02 September 2008

We can hardly wait to welcome you here

During the development of EPCOT Center’s World Showcase a show was designed for the Japan Pavilion entitled “Meet the World.” While the attraction would not find a home in the Japan Pavilion, the Carrousel of Progress type show and theater would settle down in Tokyo Disneyland’s Tomorrowland from 1983 until 2002. The building would sit empty until 2006 when it was demolished to make way for a new attraction, now known to be the Monsters Inc. attraction which is slated to open in 2009.

Progress of this attraction was further along than most Guests would imagine. EPCOT Center’s Meet the World had a theme song, rewritten by the Sherman Brothers, and a show building was completed. The show itself would combine every affect in the Imagineering repertoire to tell the story of Japan.

“Japan pavilion’s show, when it is ready, will afford an unparalleled overview of Japanese history. Entitled “Meet the World,” it will also be the feature attraction of Tokyo Disneyland, scheduled to open in 1983. The Florida version will be substantially the same as the Tokyo show, although there will be a few changes, if only in phraseology.

Nevertheless, audiences in Tokyo and Florida alike will be fascinated by the Disney way of showing them history in a manner they’ve never before experienced. It’s a manner nobody has experienced, combining Audio-Animatronics figures, live-action film, and animated film.

Inside the castle, the audience is seated in a rotating carrousel theater, which will revolve in front of four stages, each presenting a chapter of the story of Japan.

The first chapter traces the volcanic origin of the islands. Then, in the company of two Japanese children and an animated magical crane (symbol of good health and long life), we explore the early history of the inhabitants of the islands.

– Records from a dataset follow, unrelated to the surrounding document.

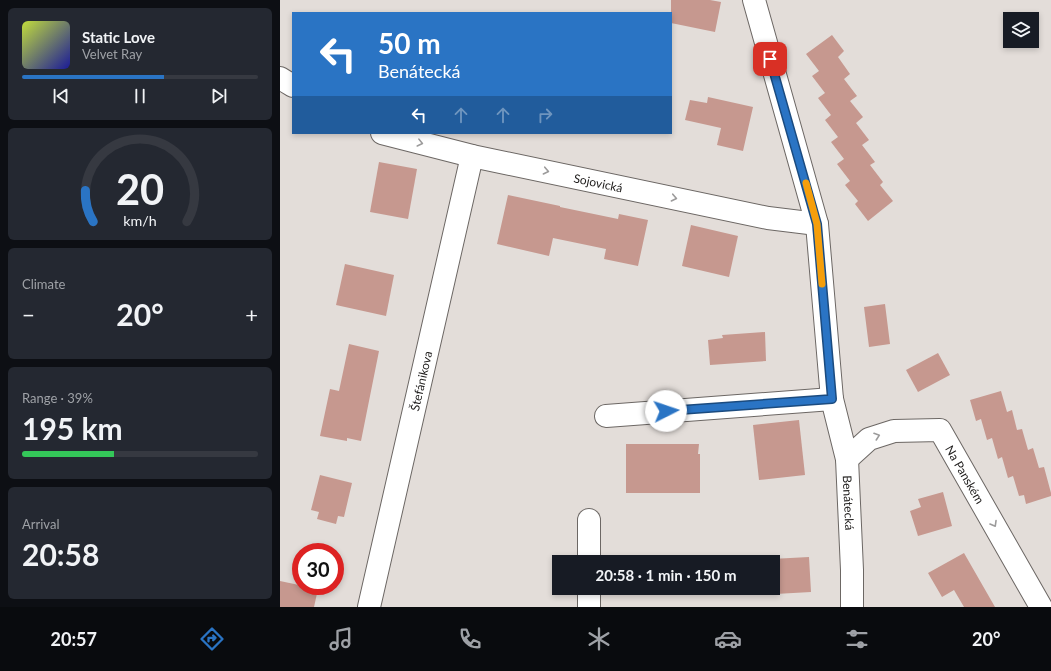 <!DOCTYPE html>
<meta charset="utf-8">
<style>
:root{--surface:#171b24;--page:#242831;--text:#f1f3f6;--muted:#9ea1a6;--line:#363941;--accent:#2a74c4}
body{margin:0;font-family:Lato,sans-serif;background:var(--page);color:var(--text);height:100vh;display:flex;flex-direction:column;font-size:15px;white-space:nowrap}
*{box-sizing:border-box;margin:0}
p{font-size:13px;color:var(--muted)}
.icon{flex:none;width:22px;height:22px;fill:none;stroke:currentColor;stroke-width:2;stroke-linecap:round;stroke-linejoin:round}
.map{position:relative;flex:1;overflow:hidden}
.details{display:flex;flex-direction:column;gap:8px;padding:8px;background:#0d0f14;width:280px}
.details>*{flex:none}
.top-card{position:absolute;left:12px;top:12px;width:380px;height:122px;border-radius:0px;box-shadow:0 2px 6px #0003;background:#2a74c4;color:#fff;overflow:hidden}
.buttons{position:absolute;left:723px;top:12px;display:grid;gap:8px}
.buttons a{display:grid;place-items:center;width:36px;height:36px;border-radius:0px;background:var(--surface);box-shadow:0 2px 6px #0003;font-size:20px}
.speed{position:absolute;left:12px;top:543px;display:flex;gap:8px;font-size:20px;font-weight:700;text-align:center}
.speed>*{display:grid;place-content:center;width:52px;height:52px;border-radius:50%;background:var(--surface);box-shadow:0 2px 6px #0003;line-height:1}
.speed .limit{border:6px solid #d22;background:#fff;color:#111}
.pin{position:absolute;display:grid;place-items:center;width:34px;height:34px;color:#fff;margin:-17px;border-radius:8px;box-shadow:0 2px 6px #0006}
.me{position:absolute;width:44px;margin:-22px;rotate:86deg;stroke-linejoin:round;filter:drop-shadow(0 0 3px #0008)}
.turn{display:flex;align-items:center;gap:14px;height:84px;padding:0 20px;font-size:18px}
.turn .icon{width:52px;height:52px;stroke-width:2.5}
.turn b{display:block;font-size:28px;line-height:34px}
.lanes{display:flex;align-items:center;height:38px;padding:0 20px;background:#0003;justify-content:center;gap:20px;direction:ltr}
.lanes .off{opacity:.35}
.big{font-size:30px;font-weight:700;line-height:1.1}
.details .widget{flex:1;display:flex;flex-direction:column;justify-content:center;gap:6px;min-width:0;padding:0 14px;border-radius:6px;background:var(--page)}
.details .dial{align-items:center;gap:0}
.dial svg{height:104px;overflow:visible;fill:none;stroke:var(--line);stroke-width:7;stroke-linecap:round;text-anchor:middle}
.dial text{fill:var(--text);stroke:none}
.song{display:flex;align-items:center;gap:12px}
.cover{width:48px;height:48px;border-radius:6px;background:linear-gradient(135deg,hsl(70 70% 55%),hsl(240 70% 35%))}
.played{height:4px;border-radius:2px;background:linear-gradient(90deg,var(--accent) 60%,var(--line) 60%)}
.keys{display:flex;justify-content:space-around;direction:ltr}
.heat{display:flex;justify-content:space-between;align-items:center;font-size:22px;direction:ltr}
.charge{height:6px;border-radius:3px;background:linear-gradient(90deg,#34c759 39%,var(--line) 0)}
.trip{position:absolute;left:272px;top:555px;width:228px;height:40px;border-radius:0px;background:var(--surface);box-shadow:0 2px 6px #0003;font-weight:700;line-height:40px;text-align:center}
.menu{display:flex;height:64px;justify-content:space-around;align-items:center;background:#090b0e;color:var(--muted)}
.menu .icon{width:28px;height:28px}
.menu .on{color:var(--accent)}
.menu b{font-size:18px;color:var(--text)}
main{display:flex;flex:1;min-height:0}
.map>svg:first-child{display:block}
.building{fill:#c6988f}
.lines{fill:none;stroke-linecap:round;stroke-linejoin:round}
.street-casing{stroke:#6c6764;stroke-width:24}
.street{stroke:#fff;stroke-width:22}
.oneway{stroke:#9c9b9b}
.route-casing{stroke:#1b4b7f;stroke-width:10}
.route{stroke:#2a74c4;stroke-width:7}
.slow{stroke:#f59e0b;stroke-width:7}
.labels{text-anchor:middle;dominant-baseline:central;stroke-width:4;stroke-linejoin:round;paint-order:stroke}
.street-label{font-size:12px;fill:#232120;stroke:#fff}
</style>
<main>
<section class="details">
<div class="widget">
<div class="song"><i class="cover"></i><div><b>Static Love</b><p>Velvet Ray</p></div></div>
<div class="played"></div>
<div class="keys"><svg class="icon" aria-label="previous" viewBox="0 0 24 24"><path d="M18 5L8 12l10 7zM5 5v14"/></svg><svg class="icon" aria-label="pause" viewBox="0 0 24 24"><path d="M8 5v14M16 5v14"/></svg><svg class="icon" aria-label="next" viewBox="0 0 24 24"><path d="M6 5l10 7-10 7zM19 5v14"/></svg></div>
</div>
<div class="widget dial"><svg viewBox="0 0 100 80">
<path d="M14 69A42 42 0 1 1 86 69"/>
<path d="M14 69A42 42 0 0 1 8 45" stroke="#2a74c4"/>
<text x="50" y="56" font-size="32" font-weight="700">20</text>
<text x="50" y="72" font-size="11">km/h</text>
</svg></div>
<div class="widget"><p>Climate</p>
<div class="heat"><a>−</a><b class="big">20°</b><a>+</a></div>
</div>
<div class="widget"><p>Range · 39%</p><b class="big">195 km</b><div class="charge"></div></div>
<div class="widget"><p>Arrival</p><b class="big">20:58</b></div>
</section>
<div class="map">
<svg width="771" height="607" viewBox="0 0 771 607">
<rect width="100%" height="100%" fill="#e3ddd9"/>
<!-- building -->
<g class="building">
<path d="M391,0h39l11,2 -6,30 -44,-9z"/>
<path d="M552,35l12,16 -6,6 12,17 -6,5 13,17 -7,5 13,16 -7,6 13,17 -7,5 13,17 -5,3 13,17 -3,3 13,16 -25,20 -13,-17 3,-3 -13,-16 5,-4 -13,-17 7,-5 -13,-17 7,-5 -13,-17 6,-5 -13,-17 7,-5 -13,-17 7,-5 -13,-17z"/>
<path d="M428,97l45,10 -10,44 -26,-6 4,-17 -36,-8 5,-20 17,3z"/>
<path d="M99,162l38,7 -9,50 -38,-7z"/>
<path d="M228,195l52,11v1l58,12 1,-5 29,6 -10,46 -34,-7 2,-10 -53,-11 -4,18 -52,-12z"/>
<path d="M411,225l47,11 -9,41 -47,-11z"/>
<path d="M65,264l49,11 -8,41 -50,-11z"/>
<path d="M605,304l5,40 -21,3 -5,-40z"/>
<path d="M485,332l1,29 -56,4 -2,-25 15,-2 -1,-3z"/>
<path d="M69,344l30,7 -18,90 -14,-3v3l-27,-5 10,-47 9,2z"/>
<path d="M658,353l12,22 -32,17 -12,-22z"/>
<path d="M721,391l6,21 5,-2 5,20 5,-1 6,21 5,-2 6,20 5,-1 7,26v3l-25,8 -2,-9 -5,1 -6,-20 -5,2 -6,-21 -4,2 -6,-21 -5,2 -6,-21 -5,2 -6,-21z"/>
<path d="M519,420l6,55 -46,5 -6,-55z"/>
<path d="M346,444h73l-1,10h2v39h-74z"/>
<path d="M40,475l32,8 -8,34 -6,-1 -2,8 -19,-5 2,-7 -8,-2z"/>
<path d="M663,492l9,34 -34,10 -8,-25 11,-4 -3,-8z"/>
<path d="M684,553l31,54h-31l-10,-17 -12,7 -14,-24z"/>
<path d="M529,557l2,35 -56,3v-7h18v-26h-20v-2z"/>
<path d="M0,581l38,8 -4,18h-34z"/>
</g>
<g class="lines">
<!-- street casing -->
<g class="street-casing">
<g id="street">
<path id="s1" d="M474,0l63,224 15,175 15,60 5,111v37"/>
<path d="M0,78l13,8"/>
<path id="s2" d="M102,133l90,23 296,62 49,6"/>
<path d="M326,416l226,-17"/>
<path id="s3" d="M567,459l22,-20 25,-8 46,-1 101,177"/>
<path d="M309,562v-42"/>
<path id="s4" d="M89,607l103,-451"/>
<path d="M309,607v-19"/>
</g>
</g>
<!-- street -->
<use href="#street" class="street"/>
</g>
<!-- one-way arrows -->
<defs><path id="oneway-chevron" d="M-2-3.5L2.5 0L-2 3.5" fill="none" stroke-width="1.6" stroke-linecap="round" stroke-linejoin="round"/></defs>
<g class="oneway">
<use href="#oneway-chevron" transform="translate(140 143) rotate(14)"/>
<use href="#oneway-chevron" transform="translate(266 171) rotate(12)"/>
<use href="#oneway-chevron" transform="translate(394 198) rotate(12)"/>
<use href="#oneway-chevron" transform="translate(597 436) rotate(-19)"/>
<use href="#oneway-chevron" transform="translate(714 524) rotate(60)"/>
</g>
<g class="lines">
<!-- route casing -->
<g class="route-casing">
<path id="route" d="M386,411l166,-12 -15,-175 -47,-165"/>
</g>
<!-- route -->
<use href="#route" class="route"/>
<!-- slow -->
<path class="slow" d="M526,183l11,41 5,60"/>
</g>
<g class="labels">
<!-- street labels -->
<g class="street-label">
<text stroke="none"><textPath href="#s2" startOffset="222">Sojovická</textPath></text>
<text stroke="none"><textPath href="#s4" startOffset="232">Štefánikova</textPath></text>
<text stroke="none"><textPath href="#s3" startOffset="153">Na Panském</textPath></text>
<text stroke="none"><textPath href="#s1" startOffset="514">Benátecká</textPath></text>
</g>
</g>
</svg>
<div class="buttons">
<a><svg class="icon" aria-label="layers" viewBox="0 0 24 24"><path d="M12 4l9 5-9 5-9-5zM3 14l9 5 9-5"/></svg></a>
</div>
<div class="speed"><div class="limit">30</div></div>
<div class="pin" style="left:490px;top:59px;background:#d93025"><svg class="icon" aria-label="arrive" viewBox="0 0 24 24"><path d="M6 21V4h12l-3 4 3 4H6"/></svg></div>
<svg class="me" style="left:386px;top:411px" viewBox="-20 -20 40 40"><circle r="19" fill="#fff"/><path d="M0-13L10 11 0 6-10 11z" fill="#2a74c4"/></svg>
<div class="trip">20:58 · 1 min · 150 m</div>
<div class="top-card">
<div class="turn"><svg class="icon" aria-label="left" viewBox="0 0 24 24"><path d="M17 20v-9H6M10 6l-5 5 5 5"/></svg><div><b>50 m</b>Benátecká</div></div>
<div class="lanes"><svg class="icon" aria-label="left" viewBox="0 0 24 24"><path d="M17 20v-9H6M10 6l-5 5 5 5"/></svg><svg class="icon off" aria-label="ahead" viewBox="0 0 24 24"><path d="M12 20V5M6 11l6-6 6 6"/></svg><svg class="icon off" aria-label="ahead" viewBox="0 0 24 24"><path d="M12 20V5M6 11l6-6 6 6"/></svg><svg class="icon off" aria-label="right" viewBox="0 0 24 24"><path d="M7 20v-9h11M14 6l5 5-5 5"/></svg></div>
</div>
</div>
</main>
<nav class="menu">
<b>20:57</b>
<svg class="icon on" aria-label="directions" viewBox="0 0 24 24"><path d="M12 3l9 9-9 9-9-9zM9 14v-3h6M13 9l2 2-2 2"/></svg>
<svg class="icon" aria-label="music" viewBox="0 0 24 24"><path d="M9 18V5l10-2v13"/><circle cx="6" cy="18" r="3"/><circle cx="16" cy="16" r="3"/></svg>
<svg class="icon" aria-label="phone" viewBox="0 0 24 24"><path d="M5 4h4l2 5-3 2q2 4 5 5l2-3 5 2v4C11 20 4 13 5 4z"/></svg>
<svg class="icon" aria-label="climate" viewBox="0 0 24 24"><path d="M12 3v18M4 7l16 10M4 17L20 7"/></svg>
<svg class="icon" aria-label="car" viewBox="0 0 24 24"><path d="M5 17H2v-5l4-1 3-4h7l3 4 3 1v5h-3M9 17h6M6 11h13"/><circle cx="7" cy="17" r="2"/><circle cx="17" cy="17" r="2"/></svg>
<svg class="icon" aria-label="filters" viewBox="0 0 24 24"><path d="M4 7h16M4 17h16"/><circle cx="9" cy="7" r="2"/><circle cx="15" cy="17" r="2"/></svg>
<b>20°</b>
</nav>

Stage II deals with Japan’s first emissaries to a foreign country – a splendid scene in Imperial China. Much of China’s culture was absorbed and subsequently adapted to distinctive Japanese forms. A new foreign influence arrives with the epochal visit from Portuguese traders, who introduce the Japanese to firearms. This chapter ends with the closing of the country to almost all foreign visitors.

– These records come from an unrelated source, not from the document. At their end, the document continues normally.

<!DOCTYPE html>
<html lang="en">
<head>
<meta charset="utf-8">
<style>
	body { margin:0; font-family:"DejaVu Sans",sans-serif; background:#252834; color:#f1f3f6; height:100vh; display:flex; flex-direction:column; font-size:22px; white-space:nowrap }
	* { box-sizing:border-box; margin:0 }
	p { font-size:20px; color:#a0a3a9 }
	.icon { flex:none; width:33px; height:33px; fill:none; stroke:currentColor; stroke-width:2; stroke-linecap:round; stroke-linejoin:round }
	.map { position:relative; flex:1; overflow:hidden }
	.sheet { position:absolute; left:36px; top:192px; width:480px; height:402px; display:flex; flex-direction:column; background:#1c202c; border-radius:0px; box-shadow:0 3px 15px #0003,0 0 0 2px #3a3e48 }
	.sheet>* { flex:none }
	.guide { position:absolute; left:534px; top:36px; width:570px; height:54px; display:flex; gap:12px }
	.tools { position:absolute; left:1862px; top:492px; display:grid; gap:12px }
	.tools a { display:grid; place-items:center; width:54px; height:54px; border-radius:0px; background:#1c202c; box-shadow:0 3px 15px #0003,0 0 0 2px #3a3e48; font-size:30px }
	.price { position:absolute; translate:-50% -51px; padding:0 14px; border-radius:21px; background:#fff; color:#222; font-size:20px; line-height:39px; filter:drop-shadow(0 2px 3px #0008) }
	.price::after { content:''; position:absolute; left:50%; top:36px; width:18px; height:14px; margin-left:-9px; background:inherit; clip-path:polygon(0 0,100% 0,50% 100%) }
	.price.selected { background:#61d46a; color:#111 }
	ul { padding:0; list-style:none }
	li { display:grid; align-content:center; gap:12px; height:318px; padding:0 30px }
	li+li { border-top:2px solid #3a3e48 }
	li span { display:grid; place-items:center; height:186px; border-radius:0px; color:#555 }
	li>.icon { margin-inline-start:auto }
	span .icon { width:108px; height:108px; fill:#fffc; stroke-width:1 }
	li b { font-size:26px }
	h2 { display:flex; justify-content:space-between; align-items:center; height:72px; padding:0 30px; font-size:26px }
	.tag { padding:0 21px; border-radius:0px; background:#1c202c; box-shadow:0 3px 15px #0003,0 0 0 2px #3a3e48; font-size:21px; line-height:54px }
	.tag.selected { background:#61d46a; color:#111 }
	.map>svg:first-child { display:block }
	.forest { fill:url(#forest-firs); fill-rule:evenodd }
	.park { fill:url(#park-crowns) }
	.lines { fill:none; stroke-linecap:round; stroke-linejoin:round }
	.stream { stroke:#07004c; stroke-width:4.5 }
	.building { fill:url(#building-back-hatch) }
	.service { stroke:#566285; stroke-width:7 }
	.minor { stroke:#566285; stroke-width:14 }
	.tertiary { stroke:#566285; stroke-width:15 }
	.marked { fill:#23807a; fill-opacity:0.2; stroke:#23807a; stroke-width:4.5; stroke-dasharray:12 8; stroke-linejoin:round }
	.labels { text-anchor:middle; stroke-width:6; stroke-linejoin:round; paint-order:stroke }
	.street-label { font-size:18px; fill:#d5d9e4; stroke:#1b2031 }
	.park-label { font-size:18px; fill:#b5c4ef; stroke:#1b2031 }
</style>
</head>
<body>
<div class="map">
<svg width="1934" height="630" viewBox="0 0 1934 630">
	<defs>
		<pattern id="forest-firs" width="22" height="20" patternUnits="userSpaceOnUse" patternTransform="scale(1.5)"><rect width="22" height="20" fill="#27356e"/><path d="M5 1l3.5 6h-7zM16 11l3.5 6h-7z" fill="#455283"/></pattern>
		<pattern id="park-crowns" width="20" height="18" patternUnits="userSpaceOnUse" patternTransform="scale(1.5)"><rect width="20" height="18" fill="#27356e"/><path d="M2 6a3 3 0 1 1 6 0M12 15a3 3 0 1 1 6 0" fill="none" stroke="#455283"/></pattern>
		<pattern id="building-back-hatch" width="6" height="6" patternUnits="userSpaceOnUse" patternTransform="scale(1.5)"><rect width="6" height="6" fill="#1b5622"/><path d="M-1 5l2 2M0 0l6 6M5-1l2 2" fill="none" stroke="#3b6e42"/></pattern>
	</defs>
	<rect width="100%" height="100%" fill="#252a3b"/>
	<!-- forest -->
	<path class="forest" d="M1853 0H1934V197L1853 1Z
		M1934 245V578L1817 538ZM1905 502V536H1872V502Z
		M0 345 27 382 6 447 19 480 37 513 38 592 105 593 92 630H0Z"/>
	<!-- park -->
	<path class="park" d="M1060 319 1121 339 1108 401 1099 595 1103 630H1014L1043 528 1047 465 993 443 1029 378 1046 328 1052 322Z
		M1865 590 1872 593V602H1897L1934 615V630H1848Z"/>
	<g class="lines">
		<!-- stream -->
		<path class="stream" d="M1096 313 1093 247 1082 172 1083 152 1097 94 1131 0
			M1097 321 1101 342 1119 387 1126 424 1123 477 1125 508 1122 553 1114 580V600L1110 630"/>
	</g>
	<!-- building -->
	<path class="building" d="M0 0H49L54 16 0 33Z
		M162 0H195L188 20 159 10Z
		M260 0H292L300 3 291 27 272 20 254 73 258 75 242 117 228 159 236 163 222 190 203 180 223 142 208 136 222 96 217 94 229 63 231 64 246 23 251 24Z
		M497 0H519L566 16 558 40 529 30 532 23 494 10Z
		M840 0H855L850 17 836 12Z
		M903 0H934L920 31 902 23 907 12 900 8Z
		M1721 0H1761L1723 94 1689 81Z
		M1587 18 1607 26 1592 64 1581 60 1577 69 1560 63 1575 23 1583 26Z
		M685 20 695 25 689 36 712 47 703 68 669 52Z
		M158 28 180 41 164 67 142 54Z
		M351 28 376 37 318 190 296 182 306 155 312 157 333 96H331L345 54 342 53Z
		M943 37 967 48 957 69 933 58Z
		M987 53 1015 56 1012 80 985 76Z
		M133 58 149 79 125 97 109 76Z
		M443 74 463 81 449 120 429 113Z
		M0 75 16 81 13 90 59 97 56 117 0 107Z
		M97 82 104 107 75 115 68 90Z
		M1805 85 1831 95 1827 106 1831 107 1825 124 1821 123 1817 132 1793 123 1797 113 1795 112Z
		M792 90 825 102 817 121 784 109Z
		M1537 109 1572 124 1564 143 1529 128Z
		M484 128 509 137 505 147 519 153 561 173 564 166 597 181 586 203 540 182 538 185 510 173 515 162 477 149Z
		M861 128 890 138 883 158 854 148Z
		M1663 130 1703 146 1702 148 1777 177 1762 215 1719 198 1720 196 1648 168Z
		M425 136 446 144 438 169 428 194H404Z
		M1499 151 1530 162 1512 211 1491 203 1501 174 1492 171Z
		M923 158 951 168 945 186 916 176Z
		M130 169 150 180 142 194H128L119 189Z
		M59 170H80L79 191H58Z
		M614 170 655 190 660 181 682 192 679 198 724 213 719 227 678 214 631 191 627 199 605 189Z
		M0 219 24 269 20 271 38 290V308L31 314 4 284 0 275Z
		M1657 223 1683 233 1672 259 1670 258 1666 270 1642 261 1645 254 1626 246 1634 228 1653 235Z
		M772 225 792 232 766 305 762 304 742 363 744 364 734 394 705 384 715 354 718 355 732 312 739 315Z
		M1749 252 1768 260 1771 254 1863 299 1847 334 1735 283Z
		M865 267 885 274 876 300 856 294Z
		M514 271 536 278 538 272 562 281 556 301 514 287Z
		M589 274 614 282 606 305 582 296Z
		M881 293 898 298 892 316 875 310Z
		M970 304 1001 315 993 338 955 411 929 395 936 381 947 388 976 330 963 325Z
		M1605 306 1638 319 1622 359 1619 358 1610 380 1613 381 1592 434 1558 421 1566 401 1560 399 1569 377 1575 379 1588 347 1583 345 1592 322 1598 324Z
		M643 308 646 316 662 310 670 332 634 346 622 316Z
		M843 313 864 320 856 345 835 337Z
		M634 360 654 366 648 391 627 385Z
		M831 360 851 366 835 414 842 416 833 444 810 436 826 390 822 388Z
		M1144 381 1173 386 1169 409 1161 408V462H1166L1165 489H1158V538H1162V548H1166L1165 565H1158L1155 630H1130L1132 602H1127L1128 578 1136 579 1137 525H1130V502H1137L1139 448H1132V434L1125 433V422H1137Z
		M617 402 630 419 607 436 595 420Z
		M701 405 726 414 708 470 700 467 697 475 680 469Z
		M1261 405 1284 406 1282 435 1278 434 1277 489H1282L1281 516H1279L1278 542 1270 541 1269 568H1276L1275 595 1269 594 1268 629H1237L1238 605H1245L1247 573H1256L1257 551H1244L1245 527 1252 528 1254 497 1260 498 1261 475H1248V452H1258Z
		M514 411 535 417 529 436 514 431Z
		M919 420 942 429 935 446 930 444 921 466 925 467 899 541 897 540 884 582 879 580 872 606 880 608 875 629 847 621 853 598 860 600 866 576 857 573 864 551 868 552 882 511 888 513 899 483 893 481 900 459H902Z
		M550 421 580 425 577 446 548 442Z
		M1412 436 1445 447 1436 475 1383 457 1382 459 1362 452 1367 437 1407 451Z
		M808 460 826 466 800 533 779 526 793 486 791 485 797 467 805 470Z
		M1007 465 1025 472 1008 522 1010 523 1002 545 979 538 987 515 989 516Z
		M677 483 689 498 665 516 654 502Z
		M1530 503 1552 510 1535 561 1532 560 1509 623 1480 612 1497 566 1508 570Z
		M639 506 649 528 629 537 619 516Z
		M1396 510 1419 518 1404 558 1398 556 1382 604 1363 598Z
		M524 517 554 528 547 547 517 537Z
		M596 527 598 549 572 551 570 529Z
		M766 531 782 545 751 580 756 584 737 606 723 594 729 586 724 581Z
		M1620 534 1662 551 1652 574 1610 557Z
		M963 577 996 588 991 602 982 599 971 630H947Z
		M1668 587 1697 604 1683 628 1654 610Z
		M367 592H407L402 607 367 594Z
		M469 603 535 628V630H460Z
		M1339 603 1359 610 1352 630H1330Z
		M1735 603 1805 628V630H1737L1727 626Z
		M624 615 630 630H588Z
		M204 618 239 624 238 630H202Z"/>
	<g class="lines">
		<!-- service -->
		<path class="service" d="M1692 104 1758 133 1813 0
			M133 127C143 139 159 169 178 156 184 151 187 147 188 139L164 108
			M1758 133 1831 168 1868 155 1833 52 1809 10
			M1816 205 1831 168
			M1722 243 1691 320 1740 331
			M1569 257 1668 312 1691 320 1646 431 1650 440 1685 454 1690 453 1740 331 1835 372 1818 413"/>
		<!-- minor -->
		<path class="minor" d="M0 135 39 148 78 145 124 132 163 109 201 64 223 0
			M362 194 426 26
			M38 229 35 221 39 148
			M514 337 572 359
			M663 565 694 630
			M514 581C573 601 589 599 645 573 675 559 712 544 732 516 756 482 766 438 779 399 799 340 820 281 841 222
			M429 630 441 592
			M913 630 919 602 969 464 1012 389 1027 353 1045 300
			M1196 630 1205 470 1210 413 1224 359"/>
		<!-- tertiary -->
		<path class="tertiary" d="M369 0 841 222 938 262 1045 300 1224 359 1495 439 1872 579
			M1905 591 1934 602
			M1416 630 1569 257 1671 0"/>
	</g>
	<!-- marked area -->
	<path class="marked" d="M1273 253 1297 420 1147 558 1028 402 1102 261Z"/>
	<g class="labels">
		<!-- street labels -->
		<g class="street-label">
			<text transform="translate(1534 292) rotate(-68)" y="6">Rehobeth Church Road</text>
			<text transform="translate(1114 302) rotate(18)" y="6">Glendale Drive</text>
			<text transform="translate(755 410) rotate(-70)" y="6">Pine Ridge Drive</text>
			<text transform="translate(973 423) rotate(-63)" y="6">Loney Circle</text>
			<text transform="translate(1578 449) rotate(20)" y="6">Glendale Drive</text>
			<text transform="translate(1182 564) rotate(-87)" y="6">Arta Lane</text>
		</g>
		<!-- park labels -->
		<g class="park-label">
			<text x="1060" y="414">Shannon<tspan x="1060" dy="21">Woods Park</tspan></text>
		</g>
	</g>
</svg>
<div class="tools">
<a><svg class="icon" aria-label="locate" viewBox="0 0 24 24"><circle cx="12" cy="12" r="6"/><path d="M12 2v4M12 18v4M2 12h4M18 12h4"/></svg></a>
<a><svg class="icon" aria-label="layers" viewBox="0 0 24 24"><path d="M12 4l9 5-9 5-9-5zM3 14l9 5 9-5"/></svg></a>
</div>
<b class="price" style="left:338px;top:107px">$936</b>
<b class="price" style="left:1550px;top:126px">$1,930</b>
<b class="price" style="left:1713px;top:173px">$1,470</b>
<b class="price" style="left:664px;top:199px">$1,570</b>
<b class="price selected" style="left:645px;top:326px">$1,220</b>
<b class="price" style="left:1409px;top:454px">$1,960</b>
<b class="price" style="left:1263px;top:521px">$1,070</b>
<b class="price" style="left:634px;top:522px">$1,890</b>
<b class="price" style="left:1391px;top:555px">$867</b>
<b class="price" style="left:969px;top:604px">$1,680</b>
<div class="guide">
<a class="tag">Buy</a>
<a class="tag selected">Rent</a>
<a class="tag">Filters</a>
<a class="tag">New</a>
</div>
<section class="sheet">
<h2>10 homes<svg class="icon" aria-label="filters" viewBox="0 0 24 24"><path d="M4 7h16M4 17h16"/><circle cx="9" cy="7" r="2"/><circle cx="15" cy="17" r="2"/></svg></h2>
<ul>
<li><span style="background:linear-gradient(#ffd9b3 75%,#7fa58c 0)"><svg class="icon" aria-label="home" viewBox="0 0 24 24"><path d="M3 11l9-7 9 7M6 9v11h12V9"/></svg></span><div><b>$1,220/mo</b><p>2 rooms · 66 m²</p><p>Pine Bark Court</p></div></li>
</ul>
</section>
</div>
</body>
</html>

In Stage III, Japan, in self-imposed isolation, develops artistically and intellectually. Here we are introduced to Yaji and Kita, guards in the family of a powerful Shogun in the Edo period, whose story is a Japanese classic. But in the Disney version they are a couple of amusing characters. Enter Commodore Perry and his great Black Ships. His visit gives rise to heated debate between Japan’s isolationists and expansionists.

The scene ends with the cataclysmic expansionism of the 1940s, but Stage IV demonstrates, amply and ably, the rehabilitation, stabilization, and outreach of a modern, caring people, at once sophisticated and traditional, whose influence now extends far beyond the shores of their islands.

The show ends with the children and the crane waving farewell from the gondola of a balloon. But we can return to Japan, at least for the moment, after we leave the theater: it is all around us, and our appreciation will be heightened after what we have just seen.”
Richard R. Beard, pp. 197-199, Walt Disney’s EPCOT

2 comments:

Unknown said...

I do wonder how well the show would have gone over with Japanese-American visitors. I have heard machinations that certain sections might not have been too appealing to some American veterans.

But, it would have been great to have another solid show at Epcot.

Ryan P. Wilson said...

I've heard that it might have been upsetting to veterans as well, more for what the show didn't talk about than what it highlighted. But WWII is a funny thing inside of Walt Disney World, it is touched upon in The American Adventure and there is Rosie's Victory Garden, but the tour of the 20th Century in the Carrousel of Progress doesn't mention it.

I would have liked to have seen the show, but there are also a lot of other pieces from World Showcase I would have like to seen make the cut as well.